* WORK INSTRUCTION
What is the number of lines in the records that contain "Спасская"? Give only that number.

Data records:
· · · · · · ·

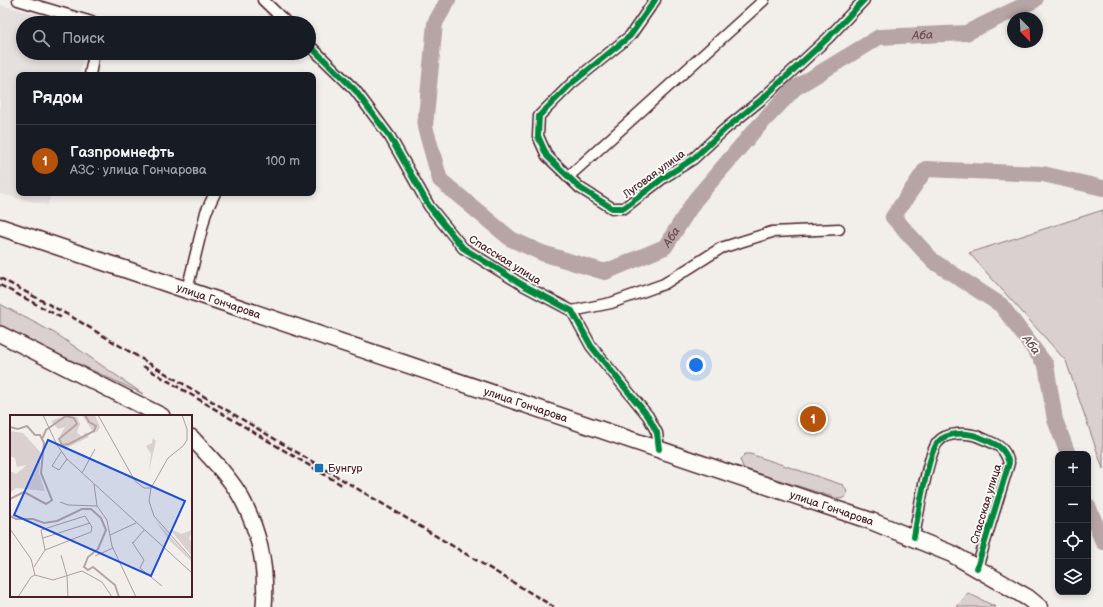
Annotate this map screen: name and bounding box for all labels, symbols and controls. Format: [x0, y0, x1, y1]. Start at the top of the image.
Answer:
north arrow [1007, 12, 1043, 48]
search box [16, 16, 316, 60]
icon: search [30, 27, 52, 49]
water label: Аба [911, 27, 933, 43]
text: Поиск [62, 29, 105, 48]
text: Рядом [32, 88, 83, 108]
text: Газпромнефть [70, 143, 175, 162]
street label: Луговая улица [620, 147, 688, 201]
text: 1 [42, 153, 48, 169]
text: 100 m [265, 153, 300, 169]
text: АЗС · улица Гончарова [70, 162, 207, 178]
water label: Аба [659, 224, 683, 251]
street label: Спасская улица [466, 233, 544, 288]
street label: улица Гончарова [175, 281, 263, 321]
water label: Аба [1018, 331, 1043, 358]
your location [686, 355, 706, 375]
street label: улица Гончарова [482, 384, 570, 425]
pin: 1 [800, 404, 826, 434]
inset map [10, 415, 192, 597]
map controls [1055, 451, 1091, 595]
button: + [1055, 451, 1091, 487]
marker: Бунгур [313, 462, 325, 474]
place label: Бунгур [328, 462, 363, 475]
street label: Спасская улица [968, 462, 1004, 545]
button: − [1055, 487, 1091, 523]
street label: улица Гончарова [788, 488, 876, 528]
button: locate [1055, 523, 1091, 559]
button: layers [1055, 559, 1091, 595]

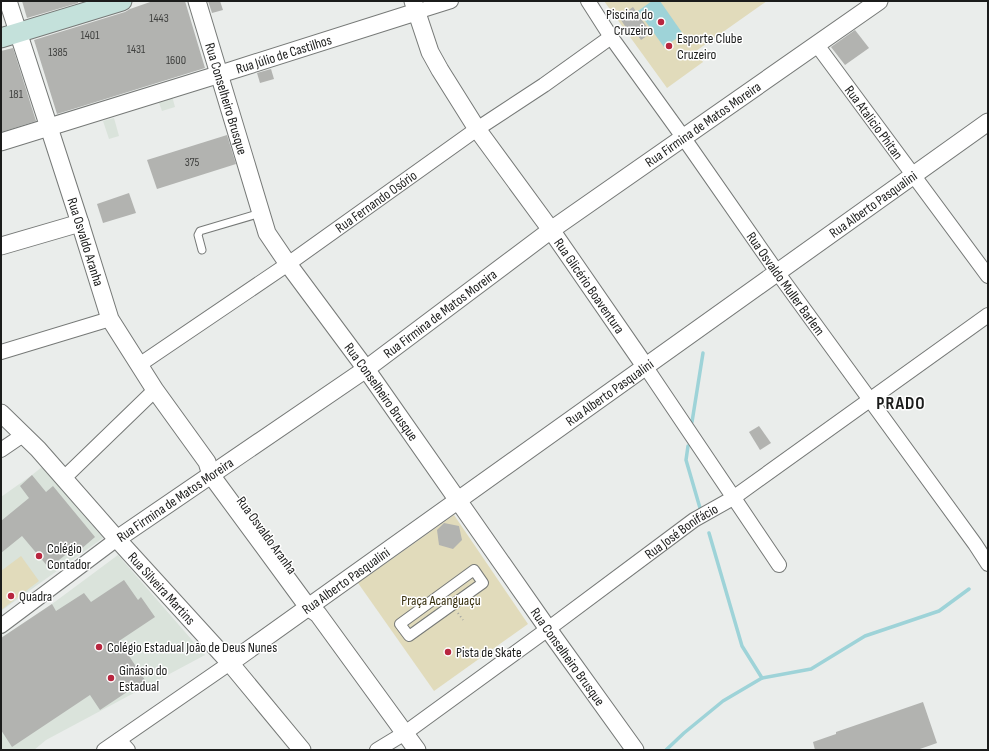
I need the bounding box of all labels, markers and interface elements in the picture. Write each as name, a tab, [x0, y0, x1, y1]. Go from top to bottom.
place label: Piscina do Cruzeiro	[606, 6, 653, 39]
house number: 1443	[149, 11, 169, 26]
marker: Piscina do Cruzeiro	[656, 17, 666, 27]
house number: 1401	[81, 28, 100, 43]
place label: Esporte Clube Cruzeiro	[677, 30, 742, 63]
street label: Rua Júlio de Castilhos	[234, 31, 334, 78]
street label: Rua Conselheiro Brusque	[201, 41, 251, 157]
marker: Esporte Clube Cruzeiro	[664, 41, 674, 51]
house number: 1431	[127, 42, 146, 57]
house number: 1385	[48, 45, 68, 60]
house number: 1600	[166, 53, 186, 68]
street label: Rua Firmina de Matos Moreira	[642, 78, 764, 171]
street label: Rua Atalicio Phitan	[841, 82, 907, 163]
house number: 181	[9, 87, 24, 102]
house number: 375	[185, 155, 200, 170]
street label: Rua Fernando Osório	[332, 167, 420, 237]
street label: Rua Alberto Pasqualini	[826, 167, 921, 242]
street label: Rua Osvaldo Aranha	[63, 196, 107, 288]
street label: Rua Osvaldo Muller Barlem	[743, 229, 828, 339]
street label: Rua Glicério Boaventura	[550, 235, 628, 337]
street label: Rua Firmina de Matos Moreira	[380, 266, 500, 362]
street label: Rua Conselheiro Brusque	[340, 340, 422, 444]
street label: Rua Alberto Pasqualini	[562, 356, 657, 430]
district label: PRADO	[876, 393, 926, 414]
street label: Rua Firmina de Matos Moreira	[114, 454, 237, 546]
street label: Rua Osvaldo Aranha	[233, 493, 300, 577]
street label: Rua José Bonifácio	[642, 500, 721, 563]
place label: Colégio Contador	[47, 540, 91, 573]
street label: Rua Alberto Pasqualini	[299, 544, 393, 618]
street label: Rua Silveira Martins	[124, 549, 199, 628]
marker: Colégio Contador	[34, 551, 44, 561]
place label: Quadra	[19, 588, 52, 605]
marker: Quadra	[6, 591, 16, 601]
park label: Praça Acanguaçu	[401, 592, 481, 609]
street label: Rua Conselheiro Brusque	[527, 605, 608, 709]
place label: Colégio Estadual João de Deus Nunes	[107, 639, 277, 656]
marker: Colégio Estadual João de Deus Nunes	[94, 642, 104, 652]
place label: Pista de Skate	[456, 644, 522, 661]
marker: Pista de Skate	[443, 647, 453, 657]
place label: Ginásio do Estadual	[119, 662, 168, 695]
marker: Ginásio do Estadual	[106, 673, 116, 683]

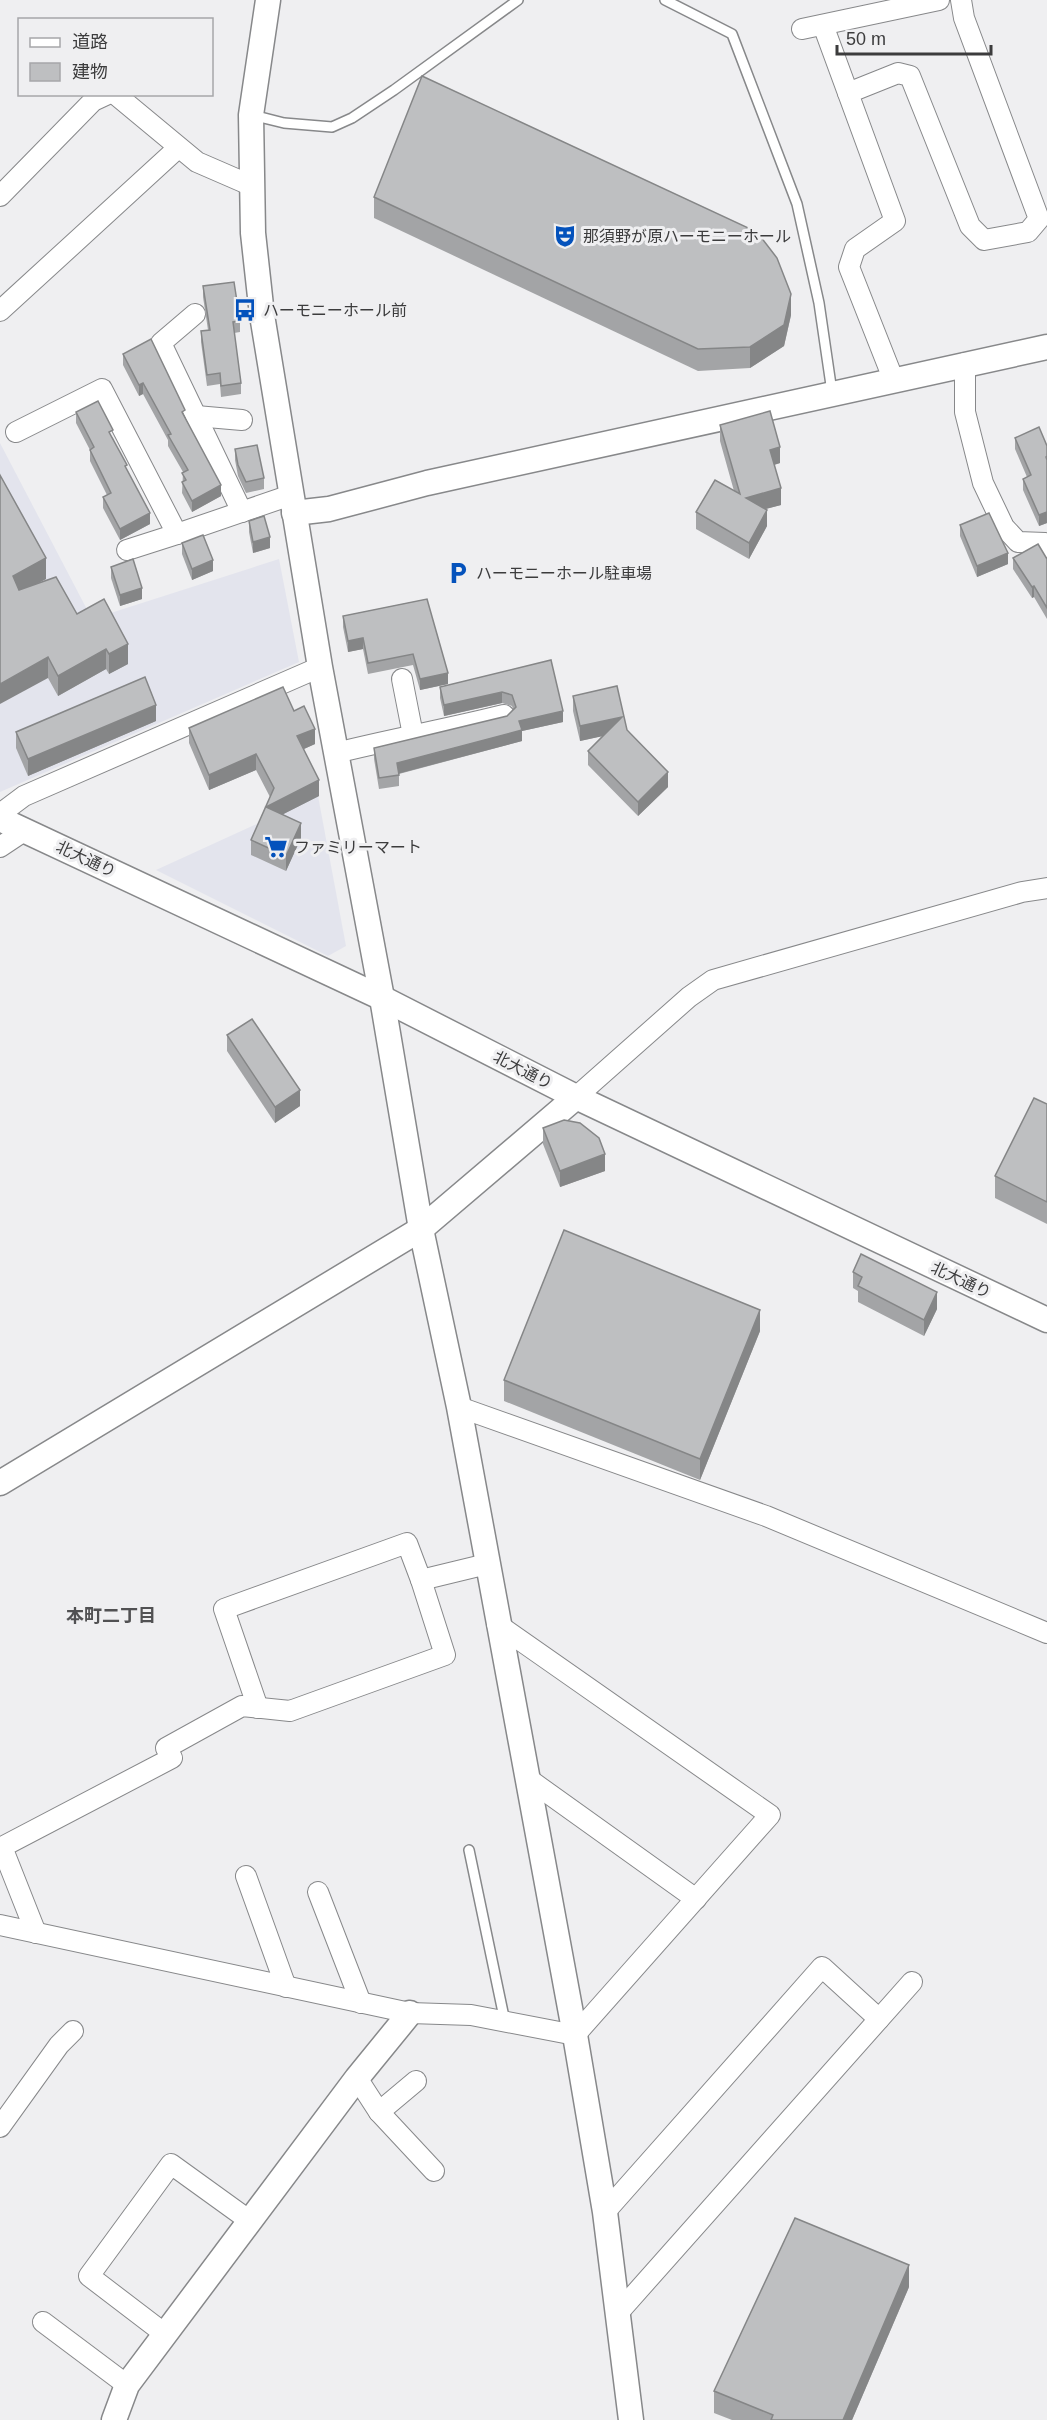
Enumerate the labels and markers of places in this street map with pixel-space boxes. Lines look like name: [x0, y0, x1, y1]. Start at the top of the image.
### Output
theatre icon: 那須野が原ハーモニーホール: [552, 223, 578, 249]
place label: 那須野が原ハーモニーホール: [583, 228, 791, 245]
bus stop icon: ハーモニーホール前: [232, 297, 258, 323]
place label: ハーモニーホール前: [263, 302, 407, 319]
parking icon: ハーモニーホール駐車場: [445, 560, 471, 586]
place label: ハーモニーホール駐車場: [476, 565, 652, 582]
supermarket icon: ファミリーマート: [263, 834, 289, 860]
place label: ファミリーマート: [294, 839, 422, 856]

· · · · · · ·

* WRITTEN RESPONSE
2